◆ **WHAT IS REQUIRED**
In the material below, find each line that contains the word "fabs" and copy it.

◆ **PROVIDED MATERIAL**
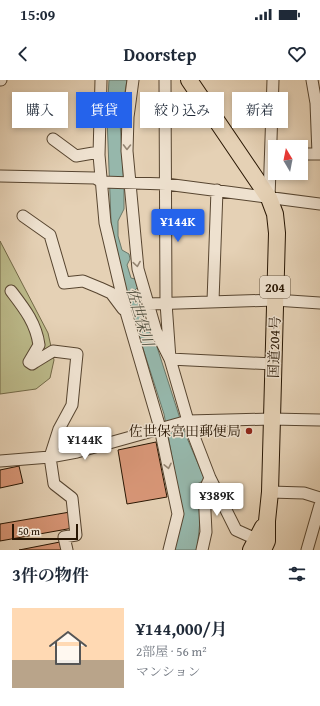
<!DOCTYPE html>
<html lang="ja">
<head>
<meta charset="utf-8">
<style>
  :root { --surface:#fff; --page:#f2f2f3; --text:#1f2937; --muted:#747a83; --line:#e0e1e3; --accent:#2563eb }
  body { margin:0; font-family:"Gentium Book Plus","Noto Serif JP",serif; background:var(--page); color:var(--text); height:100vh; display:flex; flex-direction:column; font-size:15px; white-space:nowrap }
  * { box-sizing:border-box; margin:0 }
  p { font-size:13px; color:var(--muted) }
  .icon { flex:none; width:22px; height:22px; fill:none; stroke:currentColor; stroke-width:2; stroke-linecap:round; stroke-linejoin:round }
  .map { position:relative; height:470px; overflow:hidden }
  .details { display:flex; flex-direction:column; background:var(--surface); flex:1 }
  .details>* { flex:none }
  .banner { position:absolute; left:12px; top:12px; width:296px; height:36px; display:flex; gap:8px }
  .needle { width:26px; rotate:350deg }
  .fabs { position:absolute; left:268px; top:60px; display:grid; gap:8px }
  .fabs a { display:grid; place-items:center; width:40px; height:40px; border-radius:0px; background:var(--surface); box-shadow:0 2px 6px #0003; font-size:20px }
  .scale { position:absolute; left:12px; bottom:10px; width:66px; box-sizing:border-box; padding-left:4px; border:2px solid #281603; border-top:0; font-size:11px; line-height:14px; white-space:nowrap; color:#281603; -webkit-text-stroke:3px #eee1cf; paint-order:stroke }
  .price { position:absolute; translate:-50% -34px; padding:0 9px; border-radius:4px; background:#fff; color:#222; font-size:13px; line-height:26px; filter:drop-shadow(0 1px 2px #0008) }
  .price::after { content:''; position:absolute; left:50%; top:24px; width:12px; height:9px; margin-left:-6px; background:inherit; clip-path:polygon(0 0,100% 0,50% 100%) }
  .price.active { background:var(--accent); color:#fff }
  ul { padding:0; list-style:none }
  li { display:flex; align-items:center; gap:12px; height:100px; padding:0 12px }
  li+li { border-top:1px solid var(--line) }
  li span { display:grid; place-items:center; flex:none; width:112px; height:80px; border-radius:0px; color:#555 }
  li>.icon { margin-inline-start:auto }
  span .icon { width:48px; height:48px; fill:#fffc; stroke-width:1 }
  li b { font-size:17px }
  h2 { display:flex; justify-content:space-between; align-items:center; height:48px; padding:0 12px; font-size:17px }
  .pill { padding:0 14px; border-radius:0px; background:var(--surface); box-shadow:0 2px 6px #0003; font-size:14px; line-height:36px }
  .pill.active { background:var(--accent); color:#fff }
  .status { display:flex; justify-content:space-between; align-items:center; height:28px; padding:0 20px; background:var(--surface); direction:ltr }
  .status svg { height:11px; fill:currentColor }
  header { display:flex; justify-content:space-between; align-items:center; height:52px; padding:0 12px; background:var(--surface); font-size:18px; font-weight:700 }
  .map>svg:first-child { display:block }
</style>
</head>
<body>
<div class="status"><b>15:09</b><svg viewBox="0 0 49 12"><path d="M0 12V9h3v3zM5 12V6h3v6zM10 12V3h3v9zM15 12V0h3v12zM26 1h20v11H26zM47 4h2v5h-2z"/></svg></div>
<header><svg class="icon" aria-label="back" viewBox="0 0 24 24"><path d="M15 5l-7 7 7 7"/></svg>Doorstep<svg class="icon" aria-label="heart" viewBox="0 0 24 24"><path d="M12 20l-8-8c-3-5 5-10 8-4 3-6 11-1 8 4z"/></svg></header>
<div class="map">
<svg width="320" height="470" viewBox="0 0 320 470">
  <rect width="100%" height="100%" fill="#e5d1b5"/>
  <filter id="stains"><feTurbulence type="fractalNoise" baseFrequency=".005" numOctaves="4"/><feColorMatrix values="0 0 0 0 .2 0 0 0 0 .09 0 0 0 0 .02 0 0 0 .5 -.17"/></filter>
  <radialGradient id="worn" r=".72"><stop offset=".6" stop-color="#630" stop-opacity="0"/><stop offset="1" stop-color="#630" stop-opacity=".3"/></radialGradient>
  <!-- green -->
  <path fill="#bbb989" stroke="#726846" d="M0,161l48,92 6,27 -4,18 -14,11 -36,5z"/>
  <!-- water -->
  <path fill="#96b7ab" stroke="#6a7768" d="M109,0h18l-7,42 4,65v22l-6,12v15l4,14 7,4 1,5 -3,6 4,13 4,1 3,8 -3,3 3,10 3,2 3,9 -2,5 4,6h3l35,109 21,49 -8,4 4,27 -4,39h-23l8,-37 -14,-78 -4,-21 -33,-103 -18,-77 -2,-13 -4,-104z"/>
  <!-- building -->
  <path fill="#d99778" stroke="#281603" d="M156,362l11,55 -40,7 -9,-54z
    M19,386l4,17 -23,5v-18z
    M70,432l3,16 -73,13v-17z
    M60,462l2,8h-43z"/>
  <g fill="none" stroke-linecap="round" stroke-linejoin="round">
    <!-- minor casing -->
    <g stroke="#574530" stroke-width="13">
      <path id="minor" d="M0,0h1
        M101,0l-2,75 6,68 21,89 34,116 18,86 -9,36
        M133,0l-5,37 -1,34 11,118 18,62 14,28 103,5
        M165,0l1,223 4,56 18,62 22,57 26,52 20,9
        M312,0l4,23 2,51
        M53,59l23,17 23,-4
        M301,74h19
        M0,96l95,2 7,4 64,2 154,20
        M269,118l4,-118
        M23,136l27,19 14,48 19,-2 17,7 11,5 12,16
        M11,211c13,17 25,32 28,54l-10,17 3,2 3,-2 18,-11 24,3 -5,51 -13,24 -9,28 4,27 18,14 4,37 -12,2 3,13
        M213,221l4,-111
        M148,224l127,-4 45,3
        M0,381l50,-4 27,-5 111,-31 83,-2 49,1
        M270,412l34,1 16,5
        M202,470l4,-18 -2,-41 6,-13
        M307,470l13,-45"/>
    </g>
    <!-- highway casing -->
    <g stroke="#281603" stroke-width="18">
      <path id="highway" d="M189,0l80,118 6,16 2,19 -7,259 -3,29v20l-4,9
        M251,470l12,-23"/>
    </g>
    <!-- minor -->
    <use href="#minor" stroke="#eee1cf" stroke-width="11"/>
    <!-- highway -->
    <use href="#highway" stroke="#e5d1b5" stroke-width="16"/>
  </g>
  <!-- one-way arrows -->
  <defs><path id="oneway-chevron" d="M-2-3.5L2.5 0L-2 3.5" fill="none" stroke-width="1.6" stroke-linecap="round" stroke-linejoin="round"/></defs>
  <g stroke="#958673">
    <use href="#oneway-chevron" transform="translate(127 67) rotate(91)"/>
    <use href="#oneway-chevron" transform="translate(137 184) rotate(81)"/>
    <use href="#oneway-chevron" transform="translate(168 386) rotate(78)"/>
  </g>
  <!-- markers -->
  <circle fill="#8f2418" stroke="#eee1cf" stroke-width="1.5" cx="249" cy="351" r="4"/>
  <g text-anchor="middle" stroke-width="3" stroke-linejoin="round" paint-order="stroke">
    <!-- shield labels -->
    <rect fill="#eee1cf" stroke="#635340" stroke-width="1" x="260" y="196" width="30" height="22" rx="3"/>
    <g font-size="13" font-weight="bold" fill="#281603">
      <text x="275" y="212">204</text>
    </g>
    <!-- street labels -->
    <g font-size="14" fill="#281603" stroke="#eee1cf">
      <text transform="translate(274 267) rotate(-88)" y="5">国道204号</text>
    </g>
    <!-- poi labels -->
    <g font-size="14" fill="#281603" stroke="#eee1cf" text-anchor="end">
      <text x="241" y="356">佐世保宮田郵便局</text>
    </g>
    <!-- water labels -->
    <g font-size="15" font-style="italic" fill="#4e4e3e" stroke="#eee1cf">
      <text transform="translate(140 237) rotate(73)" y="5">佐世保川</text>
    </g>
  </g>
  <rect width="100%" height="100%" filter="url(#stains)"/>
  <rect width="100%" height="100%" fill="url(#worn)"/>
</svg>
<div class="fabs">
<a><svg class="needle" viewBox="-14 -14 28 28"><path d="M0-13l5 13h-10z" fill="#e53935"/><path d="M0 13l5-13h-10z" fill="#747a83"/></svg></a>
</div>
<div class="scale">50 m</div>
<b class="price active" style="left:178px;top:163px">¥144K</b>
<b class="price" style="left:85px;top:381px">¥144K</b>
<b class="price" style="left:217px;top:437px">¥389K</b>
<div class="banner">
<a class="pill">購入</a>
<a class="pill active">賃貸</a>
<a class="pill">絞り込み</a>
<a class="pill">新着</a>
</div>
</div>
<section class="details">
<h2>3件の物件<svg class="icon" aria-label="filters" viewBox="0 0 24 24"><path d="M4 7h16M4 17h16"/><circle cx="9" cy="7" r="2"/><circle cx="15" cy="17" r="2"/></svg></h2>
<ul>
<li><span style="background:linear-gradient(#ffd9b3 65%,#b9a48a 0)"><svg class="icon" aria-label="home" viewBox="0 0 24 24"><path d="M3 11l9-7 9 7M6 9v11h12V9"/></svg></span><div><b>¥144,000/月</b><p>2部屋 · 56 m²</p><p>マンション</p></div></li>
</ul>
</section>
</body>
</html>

◆ **OUTPUT**
  .fabs { position:absolute; left:268px; top:60px; display:grid; gap:8px }
  .fabs a { display:grid; place-items:center; width:40px; height:40px; border-radius:0px; background:var(--surface); box-shadow:0 2px 6px #0003; font-size:20px }
<div class="fabs">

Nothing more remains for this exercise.